_Data records_:
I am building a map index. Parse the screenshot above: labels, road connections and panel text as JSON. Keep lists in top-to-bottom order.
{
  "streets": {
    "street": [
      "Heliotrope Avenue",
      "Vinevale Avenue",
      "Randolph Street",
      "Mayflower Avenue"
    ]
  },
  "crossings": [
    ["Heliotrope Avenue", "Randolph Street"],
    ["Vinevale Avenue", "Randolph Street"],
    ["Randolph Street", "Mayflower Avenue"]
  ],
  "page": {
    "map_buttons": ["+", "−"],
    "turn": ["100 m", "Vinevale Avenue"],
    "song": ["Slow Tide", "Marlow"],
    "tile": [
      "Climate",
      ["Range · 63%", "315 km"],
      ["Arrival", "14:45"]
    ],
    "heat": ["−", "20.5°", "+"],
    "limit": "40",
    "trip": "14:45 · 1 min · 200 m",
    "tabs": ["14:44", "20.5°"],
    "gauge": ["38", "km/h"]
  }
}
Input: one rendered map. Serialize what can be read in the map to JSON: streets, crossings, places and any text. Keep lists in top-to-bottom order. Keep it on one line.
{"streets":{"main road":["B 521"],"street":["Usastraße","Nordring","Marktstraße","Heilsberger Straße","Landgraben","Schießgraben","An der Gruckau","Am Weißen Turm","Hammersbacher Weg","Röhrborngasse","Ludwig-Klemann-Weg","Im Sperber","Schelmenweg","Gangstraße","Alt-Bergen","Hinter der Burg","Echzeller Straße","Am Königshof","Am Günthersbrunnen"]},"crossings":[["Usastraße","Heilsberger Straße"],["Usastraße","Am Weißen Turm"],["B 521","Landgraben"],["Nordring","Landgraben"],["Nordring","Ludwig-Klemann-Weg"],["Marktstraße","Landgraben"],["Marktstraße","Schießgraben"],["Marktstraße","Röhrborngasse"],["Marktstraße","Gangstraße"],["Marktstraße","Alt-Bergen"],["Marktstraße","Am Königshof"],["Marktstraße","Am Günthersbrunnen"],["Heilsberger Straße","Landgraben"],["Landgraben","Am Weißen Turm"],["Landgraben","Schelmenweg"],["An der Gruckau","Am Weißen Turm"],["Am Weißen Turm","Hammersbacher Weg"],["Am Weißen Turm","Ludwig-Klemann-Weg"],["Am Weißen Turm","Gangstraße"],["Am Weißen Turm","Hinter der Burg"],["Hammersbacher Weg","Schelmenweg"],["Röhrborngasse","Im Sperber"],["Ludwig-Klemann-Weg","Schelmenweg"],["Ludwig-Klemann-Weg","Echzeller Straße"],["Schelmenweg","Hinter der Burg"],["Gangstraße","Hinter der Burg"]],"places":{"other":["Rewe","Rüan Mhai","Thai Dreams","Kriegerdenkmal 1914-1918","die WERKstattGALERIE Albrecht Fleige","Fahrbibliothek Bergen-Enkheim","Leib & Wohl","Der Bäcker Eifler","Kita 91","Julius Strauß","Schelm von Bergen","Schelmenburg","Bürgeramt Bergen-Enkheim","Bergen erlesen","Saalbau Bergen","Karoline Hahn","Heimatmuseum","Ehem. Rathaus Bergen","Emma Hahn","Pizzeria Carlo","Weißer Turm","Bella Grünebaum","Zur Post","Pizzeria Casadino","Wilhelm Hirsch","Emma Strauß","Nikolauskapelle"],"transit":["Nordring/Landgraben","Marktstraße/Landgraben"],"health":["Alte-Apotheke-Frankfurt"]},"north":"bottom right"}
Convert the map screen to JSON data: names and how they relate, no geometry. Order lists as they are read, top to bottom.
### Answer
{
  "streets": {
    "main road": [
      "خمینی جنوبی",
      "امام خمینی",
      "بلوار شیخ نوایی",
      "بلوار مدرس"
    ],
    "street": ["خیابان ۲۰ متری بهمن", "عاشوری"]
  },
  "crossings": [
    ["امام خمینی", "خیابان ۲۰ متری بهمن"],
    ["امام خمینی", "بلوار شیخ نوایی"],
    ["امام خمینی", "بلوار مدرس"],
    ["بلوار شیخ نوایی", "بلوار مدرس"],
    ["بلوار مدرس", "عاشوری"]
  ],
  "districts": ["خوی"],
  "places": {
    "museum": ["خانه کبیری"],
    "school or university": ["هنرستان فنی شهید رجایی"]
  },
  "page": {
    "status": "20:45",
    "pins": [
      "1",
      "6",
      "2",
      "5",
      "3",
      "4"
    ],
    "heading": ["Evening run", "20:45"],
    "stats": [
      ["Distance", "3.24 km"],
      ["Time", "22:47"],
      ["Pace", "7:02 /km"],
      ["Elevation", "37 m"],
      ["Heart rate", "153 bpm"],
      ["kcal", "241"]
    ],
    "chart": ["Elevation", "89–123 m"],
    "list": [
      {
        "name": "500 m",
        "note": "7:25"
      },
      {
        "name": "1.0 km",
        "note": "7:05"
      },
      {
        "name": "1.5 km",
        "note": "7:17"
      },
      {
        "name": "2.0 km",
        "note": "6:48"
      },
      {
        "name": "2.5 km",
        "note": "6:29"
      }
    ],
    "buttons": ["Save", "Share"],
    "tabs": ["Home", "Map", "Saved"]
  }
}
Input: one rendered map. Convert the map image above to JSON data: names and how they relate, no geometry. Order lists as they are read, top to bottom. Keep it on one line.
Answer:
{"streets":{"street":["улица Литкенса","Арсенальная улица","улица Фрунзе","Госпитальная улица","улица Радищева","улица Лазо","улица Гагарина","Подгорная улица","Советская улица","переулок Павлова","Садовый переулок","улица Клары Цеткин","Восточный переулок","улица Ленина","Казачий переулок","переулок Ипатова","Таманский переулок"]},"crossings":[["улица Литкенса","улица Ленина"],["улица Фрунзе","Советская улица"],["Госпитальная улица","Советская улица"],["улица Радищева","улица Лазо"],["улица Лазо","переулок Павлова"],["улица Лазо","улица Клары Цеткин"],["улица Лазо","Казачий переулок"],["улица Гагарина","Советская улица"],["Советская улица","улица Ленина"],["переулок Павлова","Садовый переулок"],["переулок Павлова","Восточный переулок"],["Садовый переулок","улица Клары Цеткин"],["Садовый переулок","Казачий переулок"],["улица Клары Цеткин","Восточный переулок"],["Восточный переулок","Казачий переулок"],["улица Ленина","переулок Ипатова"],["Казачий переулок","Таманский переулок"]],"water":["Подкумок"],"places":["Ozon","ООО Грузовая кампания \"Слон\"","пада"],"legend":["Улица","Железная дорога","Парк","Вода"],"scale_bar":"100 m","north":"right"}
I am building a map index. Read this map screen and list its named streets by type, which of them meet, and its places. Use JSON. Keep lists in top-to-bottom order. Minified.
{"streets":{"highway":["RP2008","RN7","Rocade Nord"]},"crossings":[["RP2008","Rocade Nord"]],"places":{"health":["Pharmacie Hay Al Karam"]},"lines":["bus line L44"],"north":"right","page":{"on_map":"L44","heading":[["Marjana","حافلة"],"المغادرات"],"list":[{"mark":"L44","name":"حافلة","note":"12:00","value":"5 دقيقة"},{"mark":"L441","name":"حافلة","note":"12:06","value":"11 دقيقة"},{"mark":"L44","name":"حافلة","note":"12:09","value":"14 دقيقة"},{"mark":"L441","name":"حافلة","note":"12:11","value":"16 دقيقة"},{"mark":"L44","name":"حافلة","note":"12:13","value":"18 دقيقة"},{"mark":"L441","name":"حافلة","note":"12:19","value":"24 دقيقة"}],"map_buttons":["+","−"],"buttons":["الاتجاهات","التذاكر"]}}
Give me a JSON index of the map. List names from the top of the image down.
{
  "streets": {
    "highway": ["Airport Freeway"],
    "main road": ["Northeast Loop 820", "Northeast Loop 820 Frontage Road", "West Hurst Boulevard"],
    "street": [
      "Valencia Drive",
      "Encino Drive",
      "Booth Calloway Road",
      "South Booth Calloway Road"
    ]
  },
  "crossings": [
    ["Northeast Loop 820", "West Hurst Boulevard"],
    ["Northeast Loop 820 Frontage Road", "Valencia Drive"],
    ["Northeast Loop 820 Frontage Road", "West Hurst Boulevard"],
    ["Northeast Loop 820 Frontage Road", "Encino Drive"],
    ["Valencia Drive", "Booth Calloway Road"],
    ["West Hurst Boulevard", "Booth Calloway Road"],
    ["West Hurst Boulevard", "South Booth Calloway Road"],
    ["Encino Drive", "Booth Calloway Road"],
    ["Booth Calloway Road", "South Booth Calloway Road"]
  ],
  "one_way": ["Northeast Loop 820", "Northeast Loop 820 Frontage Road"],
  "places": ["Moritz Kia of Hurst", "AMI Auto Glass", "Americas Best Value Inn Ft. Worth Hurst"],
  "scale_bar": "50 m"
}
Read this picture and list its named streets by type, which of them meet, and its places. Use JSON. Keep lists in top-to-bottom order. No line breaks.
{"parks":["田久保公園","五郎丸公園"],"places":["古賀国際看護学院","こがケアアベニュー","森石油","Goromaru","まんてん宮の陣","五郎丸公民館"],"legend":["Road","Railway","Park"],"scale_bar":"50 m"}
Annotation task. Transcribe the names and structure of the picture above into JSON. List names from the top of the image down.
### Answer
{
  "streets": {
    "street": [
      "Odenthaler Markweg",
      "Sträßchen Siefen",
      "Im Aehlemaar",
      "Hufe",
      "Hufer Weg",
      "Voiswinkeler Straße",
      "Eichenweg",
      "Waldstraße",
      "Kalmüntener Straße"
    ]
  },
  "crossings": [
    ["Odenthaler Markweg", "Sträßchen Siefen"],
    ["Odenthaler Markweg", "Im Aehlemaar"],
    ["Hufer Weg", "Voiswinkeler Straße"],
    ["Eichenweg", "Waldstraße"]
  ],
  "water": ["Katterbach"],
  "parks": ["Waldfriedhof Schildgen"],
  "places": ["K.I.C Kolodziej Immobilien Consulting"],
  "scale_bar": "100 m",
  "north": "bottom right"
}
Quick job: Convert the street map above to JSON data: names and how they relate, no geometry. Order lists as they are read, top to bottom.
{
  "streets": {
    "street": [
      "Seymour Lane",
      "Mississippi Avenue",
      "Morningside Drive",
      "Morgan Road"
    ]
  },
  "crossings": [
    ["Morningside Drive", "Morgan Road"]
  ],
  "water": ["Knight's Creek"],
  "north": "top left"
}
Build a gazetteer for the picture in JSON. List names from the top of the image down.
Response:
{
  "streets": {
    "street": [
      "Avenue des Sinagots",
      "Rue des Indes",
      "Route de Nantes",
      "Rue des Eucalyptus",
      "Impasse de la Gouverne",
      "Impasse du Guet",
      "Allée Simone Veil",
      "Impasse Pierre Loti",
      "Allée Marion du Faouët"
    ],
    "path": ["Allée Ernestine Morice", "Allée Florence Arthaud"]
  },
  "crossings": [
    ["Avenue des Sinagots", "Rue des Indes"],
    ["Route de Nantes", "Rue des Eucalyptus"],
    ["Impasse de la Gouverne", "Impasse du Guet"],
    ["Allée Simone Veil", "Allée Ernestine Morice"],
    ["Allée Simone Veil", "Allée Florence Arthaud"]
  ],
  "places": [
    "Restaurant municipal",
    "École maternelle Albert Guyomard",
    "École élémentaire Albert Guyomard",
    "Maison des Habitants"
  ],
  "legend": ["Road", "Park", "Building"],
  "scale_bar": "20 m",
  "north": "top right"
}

_About this task_: Search the entries for the word "Albert" and show every line that has it.

_Final answer_:
    "École maternelle Albert Guyomard",
    "École élémentaire Albert Guyomard",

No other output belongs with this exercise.